As we dined in the square under the stars with hundreds of other tourists, the sun slowly set, washing the square in the deep magenta hues of a romantic evening. My son had his french fries, I, a large salad, and my husband ordered something called “steak tartare.”
As we waited for our food to arrive, sipping on chocolate milk, white wine and beer, the locals entertained us. No street musicians, but drunk university kids rushing fraternities. They ran around awkwardly, some smeared with paint on their faces, others arm in arm, escorting young men who should have stopped drinking a few flasks ago.
And then dinner arrived. French fries: check. Scrumptious salad: check. Steak tartare: what the hell? I stared at my husband’s plate and started to laugh.
“That looks like chopped up raw steak!” I gasped.
“It is,” he said calmly.
“And what’s that ocher yellow sauce next to it?” I asked.

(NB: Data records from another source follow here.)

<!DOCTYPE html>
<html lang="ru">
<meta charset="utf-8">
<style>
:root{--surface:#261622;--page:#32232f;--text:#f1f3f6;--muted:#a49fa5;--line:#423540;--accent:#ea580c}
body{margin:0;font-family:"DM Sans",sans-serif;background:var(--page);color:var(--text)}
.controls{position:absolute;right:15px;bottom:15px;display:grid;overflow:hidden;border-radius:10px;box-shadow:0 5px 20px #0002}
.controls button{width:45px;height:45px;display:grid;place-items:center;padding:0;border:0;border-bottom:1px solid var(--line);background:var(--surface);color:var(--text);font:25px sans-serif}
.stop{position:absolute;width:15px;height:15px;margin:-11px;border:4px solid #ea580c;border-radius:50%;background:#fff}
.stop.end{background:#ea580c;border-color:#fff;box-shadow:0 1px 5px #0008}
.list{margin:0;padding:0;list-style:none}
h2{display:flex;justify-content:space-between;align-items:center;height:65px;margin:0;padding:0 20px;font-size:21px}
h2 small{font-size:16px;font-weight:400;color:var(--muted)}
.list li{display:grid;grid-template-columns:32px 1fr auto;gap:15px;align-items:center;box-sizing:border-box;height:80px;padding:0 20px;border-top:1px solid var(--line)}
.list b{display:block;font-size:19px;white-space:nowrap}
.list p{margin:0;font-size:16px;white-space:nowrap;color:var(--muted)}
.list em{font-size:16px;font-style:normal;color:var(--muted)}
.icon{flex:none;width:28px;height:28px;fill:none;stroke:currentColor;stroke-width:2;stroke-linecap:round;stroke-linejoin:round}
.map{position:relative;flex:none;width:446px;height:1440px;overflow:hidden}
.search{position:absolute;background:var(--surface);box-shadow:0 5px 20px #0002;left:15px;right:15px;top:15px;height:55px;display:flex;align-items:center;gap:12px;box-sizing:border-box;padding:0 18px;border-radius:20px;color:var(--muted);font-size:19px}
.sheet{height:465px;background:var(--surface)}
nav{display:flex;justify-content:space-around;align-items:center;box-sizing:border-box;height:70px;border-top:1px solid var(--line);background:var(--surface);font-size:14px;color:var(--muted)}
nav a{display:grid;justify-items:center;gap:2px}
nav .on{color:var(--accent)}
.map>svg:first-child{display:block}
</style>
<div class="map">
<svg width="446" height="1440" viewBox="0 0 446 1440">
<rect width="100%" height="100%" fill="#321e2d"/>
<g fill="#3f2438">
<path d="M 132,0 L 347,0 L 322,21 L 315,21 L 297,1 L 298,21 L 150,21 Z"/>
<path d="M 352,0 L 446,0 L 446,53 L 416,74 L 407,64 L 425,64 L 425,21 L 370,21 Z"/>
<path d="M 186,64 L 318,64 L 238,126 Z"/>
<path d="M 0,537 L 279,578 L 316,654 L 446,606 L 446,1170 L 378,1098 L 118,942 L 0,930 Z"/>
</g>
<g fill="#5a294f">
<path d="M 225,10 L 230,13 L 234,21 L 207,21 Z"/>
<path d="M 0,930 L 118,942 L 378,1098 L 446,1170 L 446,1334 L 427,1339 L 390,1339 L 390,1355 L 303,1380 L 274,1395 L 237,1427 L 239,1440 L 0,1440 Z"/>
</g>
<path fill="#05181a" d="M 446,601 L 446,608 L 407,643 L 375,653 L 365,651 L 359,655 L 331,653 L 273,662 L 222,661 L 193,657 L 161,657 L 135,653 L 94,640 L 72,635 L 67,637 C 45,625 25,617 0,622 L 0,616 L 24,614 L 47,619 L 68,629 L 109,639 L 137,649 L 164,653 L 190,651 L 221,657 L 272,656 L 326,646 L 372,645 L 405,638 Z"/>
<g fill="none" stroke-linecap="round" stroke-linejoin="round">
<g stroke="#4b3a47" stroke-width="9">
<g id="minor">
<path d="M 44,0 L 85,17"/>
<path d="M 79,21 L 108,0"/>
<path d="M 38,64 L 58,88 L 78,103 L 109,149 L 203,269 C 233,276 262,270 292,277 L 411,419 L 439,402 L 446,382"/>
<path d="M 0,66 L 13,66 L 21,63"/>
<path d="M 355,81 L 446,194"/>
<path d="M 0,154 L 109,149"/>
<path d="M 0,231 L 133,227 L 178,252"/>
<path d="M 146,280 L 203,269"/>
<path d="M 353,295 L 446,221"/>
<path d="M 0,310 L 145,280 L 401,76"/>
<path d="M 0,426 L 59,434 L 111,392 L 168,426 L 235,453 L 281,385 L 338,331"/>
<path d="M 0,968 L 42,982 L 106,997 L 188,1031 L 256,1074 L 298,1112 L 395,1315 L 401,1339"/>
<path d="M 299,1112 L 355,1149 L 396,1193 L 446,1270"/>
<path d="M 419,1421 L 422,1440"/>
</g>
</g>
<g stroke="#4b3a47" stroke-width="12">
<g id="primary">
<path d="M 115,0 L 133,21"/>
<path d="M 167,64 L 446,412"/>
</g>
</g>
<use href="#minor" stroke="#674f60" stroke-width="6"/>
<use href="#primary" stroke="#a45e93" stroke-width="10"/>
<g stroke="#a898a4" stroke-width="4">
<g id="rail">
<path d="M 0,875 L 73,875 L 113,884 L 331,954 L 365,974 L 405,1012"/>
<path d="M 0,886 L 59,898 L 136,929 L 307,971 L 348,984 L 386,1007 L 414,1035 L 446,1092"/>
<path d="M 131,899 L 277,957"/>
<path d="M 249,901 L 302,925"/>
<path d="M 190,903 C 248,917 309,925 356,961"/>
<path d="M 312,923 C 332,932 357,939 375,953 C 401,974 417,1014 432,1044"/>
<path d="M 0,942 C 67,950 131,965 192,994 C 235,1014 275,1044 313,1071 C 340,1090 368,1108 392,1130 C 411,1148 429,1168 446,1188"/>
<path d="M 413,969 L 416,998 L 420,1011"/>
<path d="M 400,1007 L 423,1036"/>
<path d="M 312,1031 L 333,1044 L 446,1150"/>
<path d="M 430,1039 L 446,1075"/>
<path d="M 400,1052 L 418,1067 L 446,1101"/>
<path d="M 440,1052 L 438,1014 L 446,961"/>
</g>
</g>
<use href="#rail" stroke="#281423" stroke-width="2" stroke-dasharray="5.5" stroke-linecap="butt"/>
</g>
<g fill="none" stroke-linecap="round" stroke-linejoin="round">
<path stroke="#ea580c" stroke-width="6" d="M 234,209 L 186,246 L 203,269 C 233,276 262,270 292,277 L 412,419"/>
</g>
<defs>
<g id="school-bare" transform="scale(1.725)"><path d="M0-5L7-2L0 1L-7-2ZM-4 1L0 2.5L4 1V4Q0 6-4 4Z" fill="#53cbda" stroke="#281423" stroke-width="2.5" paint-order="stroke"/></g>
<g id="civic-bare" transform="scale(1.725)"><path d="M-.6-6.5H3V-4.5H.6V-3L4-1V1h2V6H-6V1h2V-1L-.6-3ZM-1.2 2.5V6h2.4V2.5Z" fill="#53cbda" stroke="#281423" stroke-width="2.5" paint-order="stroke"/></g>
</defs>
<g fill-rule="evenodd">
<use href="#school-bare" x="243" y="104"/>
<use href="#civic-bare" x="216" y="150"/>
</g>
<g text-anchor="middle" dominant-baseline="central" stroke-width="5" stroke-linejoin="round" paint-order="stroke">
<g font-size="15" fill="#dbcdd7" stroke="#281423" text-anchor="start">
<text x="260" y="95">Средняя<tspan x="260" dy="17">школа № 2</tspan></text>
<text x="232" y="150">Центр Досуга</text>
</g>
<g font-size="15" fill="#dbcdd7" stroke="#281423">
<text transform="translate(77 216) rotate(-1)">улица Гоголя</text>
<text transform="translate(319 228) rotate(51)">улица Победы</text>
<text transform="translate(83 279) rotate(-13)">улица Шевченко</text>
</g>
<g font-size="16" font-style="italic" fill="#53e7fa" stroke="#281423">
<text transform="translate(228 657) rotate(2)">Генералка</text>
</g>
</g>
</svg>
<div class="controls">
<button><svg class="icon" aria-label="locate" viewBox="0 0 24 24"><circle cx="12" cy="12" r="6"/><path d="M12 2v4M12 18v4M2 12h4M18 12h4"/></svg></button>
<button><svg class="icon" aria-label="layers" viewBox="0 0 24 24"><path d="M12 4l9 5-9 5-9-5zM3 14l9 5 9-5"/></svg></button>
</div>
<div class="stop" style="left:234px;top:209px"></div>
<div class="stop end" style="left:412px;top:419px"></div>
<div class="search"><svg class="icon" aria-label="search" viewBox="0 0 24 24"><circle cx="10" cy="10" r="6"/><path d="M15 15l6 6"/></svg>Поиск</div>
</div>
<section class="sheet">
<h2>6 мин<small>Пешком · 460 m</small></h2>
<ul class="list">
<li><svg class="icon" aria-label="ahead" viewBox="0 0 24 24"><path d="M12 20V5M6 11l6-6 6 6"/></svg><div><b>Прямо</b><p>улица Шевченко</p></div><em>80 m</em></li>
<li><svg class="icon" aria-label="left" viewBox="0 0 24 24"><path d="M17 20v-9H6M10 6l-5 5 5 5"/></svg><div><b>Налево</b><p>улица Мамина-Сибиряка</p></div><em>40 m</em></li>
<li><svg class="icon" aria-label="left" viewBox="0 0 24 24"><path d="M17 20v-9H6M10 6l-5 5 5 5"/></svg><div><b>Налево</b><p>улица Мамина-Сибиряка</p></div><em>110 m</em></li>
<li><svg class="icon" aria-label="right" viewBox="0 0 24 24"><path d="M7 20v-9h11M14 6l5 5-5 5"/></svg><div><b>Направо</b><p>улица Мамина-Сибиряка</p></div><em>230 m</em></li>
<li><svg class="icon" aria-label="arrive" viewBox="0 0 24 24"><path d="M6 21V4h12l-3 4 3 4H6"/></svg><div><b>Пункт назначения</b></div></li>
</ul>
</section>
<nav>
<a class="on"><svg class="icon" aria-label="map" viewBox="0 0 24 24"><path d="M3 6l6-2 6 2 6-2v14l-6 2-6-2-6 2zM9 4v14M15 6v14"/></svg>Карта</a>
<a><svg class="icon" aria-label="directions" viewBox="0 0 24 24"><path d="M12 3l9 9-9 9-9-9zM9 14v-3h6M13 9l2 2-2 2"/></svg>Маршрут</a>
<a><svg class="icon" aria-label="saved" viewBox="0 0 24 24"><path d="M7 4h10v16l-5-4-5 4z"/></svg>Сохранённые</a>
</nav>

“Raw egg yolk,” he mustered with less sarcasm. My husband likes his eggs over hard. Not sunny side up. Not easy. Hard. Not a single wiggle from the egg yolk.

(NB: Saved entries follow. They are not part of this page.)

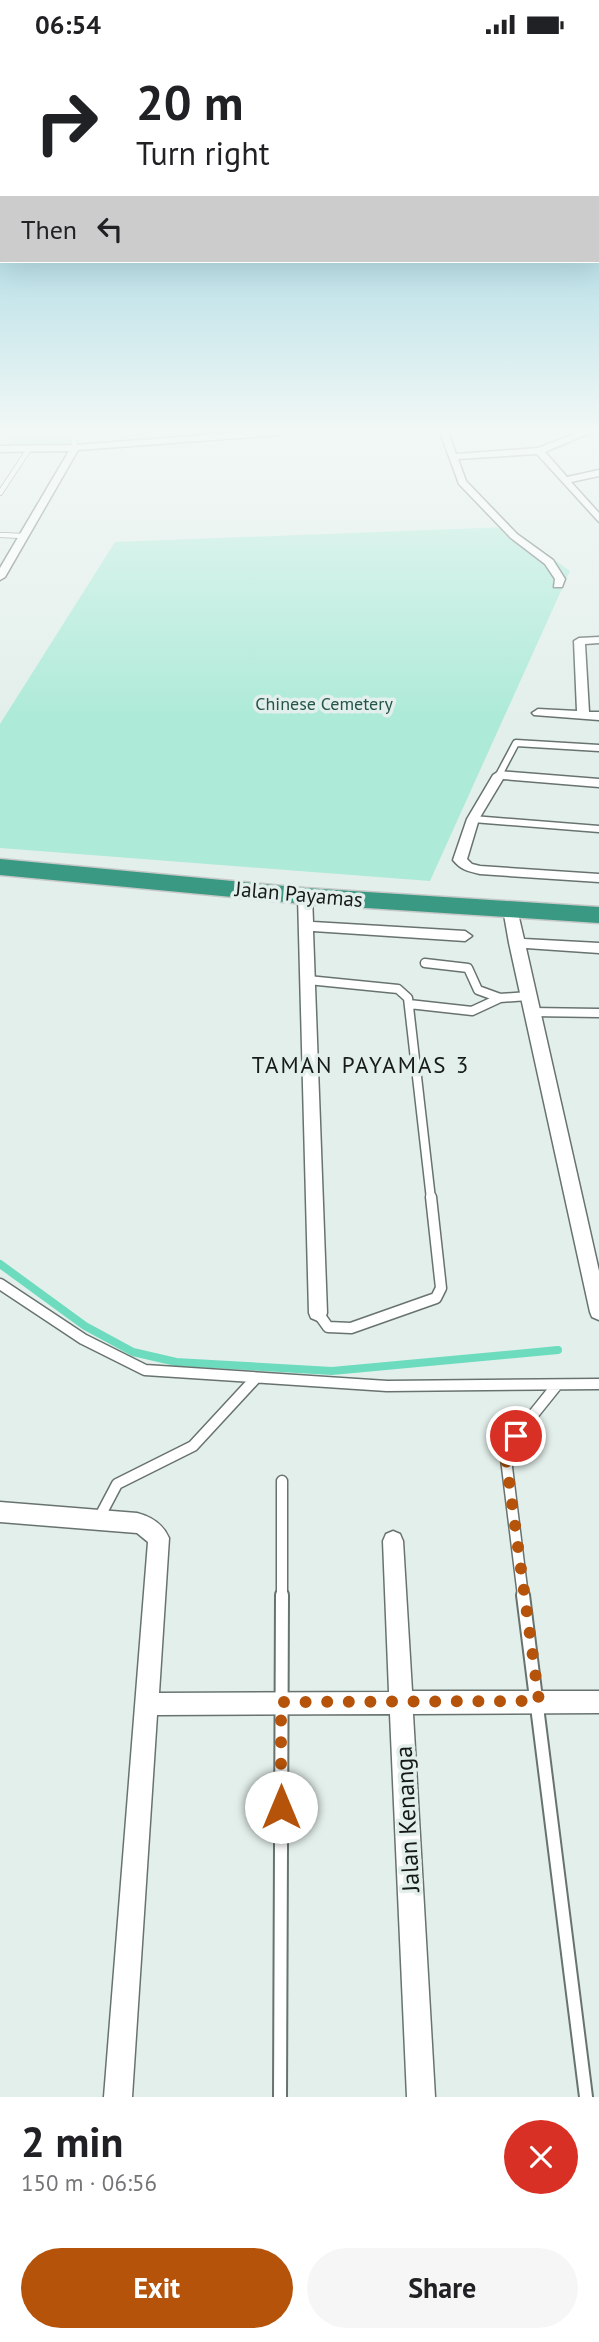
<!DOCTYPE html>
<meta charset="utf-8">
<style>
:root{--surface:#fff;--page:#f6f6f6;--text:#202124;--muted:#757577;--accent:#b45309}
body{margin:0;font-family:"PT Sans",sans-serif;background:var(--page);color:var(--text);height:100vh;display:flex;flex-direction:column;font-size:26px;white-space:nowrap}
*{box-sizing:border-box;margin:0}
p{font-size:23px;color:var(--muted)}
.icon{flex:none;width:38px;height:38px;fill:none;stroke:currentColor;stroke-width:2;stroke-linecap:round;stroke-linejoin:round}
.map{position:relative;height:2048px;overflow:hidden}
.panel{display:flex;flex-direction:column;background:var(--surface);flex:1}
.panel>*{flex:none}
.banner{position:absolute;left:0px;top:0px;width:600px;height:214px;box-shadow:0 7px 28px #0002;background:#fff;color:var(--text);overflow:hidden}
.pin{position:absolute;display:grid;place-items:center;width:60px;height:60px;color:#fff;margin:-30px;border:4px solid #fff;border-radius:50%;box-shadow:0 2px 7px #0007}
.me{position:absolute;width:77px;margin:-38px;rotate:0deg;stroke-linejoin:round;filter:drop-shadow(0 0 5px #0008)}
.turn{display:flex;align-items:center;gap:24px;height:147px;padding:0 21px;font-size:32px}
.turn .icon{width:91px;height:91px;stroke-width:2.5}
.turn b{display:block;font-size:49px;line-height:60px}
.then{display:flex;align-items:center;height:66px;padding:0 21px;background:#0003;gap:14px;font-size:26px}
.round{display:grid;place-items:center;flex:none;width:74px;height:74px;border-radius:37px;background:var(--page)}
.headline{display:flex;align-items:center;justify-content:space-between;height:119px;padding:0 21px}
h1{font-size:42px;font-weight:600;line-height:52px}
.button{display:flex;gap:14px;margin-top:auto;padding:14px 21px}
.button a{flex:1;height:80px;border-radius:42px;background:var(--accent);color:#fff;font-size:28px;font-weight:600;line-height:80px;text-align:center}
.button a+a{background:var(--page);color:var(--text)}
.status{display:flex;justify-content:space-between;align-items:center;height:49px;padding:0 35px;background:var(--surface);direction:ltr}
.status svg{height:19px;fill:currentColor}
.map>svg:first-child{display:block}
.green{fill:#adead8}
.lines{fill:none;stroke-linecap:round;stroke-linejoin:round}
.stream{stroke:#6ddbbe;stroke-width:8}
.lane-far4-casing{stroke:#687370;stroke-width:6}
.lane-far3-casing{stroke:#687370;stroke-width:9}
.lane-far2-casing{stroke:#687370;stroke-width:11}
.lane-far1-casing{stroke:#687370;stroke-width:13}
.lane-casing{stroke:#687370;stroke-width:16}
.street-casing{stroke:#687370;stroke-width:3}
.highway-casing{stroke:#c7c8c8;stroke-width:3}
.lane-far4{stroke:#fff;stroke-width:4.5}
.lane-far3{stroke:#fff;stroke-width:6}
.lane-far2{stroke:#fff;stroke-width:8}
.lane-far1{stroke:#fff;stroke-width:10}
.lane{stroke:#fff;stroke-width:12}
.street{fill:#fff;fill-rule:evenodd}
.highway{fill:#3a9982;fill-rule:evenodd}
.route{stroke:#b45309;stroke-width:12;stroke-dasharray:0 21.6}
.labels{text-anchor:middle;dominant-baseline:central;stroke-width:7;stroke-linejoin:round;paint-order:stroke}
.far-park-label{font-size:18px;fill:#255548;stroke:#e3efeb}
.street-label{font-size:21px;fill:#161a19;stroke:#e3efeb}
.neighbourhood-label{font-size:23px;letter-spacing:2px;fill:#161a19;stroke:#e3efeb}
.near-street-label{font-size:24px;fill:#161a19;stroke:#e3efeb}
</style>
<div class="status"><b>06:54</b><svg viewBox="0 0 49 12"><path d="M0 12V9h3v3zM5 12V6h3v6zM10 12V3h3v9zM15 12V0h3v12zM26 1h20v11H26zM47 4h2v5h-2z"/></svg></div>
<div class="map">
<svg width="599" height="2048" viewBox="0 0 599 2048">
<rect width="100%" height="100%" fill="#e3efeb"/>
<path class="green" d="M17,383H71L75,399L4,400Z
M508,478L570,522L430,832L0,799V675L115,493Z"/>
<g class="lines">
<path class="stream" d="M0,1215L85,1277L133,1303L176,1313L332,1322L558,1301"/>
<g class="lane-far4-casing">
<path id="lane-far4" d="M73,383L75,399
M0,444L29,400
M0,486L24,487"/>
</g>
<g class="lane-far3-casing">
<path id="lane-far3" d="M499,726L516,694L599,699
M473,770L599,780"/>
</g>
<g class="lane-far2-casing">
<path id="lane-far2" d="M425,914L468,919L478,941L500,949L528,947
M308,931L398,940L408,949L431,1150
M409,955L472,962L500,949
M531,963L599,964"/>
</g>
<g class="lane-far1-casing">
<path id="lane-far1" d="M0,1235L83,1290L145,1321L387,1337L599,1335
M318,1264L328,1278L351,1279L436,1249L441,1239L431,1148
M98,1471L117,1435L193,1397L255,1330
M282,1547V1432
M523,1547L506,1410L516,1387L557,1336"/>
</g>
<g class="lane-casing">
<path id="lane" d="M523,1546L586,2048
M280,2048L282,1546"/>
</g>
<g class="street-casing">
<path id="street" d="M246,383H282L278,386L78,401L5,528L0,531V519L69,402L0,403V397L75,396Z
M440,383H448L456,405L538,399L580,383H592L545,403L567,428L599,421V427L571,433L599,464V473L537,405L458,410L466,432L517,485L553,511L565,530L562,538H554L555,530L545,515L511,489L459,435Z
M599,588V594L585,595L589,663H599V671L534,666L532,664L538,660L577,662L574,592L579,589Z
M499,722L599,730V738L503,730L479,770L467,810L472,815L480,817L599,825V833L480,825C468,822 461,821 453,811L467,770L493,726Z
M305,843L312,847L313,873L465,882L472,887L465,892L313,882L327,1264L325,1269L318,1272L311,1269L309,1264L298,847Z
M510,856L517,860L524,890L599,894V904L526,899L599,1222V1271L592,1268L590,1263L509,894L503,860Z
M0,1453L137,1464C152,1468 163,1475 169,1489L159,1644L389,1643L383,1492L386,1485L393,1482L400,1485L403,1492L412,1642H599V1664L413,1665L435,2048H407L390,1665L157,1666L132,2048H104L148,1493L137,1484L0,1473Z"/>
</g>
<g class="highway-casing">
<path id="highway" d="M0,810L305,839L599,858V874L305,855L0,826Z"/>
</g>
<use href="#lane-far4" class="lane-far4"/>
<use href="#lane-far3" class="lane-far3"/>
<use href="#lane-far2" class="lane-far2"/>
<use href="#lane-far1" class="lane-far1"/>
<use href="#lane" class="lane"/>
<use href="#street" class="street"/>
<use href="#highway" class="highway"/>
</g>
<linearGradient id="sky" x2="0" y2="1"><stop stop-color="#77c4d7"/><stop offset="0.57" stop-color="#f2f8f6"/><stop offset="1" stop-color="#f2f8f6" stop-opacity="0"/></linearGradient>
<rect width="599" height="670" fill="url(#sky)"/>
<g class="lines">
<path class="route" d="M281,1758V1653L539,1652L506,1410L516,1387"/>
</g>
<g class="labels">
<g class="far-park-label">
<text x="324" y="654">Chinese Cemetery</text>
</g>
<g class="street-label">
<text transform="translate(299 845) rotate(5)">Jalan Payamas</text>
</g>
<g class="neighbourhood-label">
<text x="361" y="1015">TAMAN PAYAMAS 3</text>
</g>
<g class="near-street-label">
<text transform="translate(407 1770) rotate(-93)">Jalan Kenanga</text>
</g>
</g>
</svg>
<div class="pin" style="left:516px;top:1387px;background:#d93025"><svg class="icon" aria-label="arrive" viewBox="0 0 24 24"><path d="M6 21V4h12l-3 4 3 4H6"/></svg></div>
<svg class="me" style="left:281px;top:1758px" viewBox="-20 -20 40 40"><circle r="19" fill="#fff"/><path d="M0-13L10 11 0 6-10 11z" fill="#b45309"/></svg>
<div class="banner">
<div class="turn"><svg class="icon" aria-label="right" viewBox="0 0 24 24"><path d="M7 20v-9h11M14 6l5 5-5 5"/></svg><div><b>20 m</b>Turn right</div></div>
<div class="then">Then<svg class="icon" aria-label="left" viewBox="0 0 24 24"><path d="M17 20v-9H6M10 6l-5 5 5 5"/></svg></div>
</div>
</div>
<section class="panel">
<div class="headline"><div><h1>2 min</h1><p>150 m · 06:56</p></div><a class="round" style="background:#d93025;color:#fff"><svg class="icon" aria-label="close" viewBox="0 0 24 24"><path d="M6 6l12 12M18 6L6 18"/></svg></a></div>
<div class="button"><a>Exit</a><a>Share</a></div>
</section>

“It’s very French,” he said. “And you have to get that look off your face if I’m going to be able to eat my dinner.”
I’m not sure what my look was, but I’m sure had he taken the shot, it would have been captioned “gastronomic horror.”
I did take a shot of his dinner (see slide show).
We rounded the evening off by standing in line with the other tourists from around the world for a scoop of ice cream, and then chasing Ezra around the regal square. The walk back to the hotel took us past flowing fountains, down stone lined streets, and then into the more modern, car lined area of our hotel. I’m guessing my sound night’s sleep in our cheap hotel was only somewhat attributable to a decent mattress. The rest? I was with my beautiful family, relaxed, and at peace after our glorious evening in Nancy, with more travel adventures on the horizon.
And Belgium still lay ahead! (I had written a long portion on visiting castles in Luxembourg and on Metz, France, but somehow, wordpress didn’t save it! The gothic cathedral and beautiful candles in the slideshow above were taken in Metz. If I have the heart, I’ll recreate that entry at another time. It is a stunning city worth writing about.)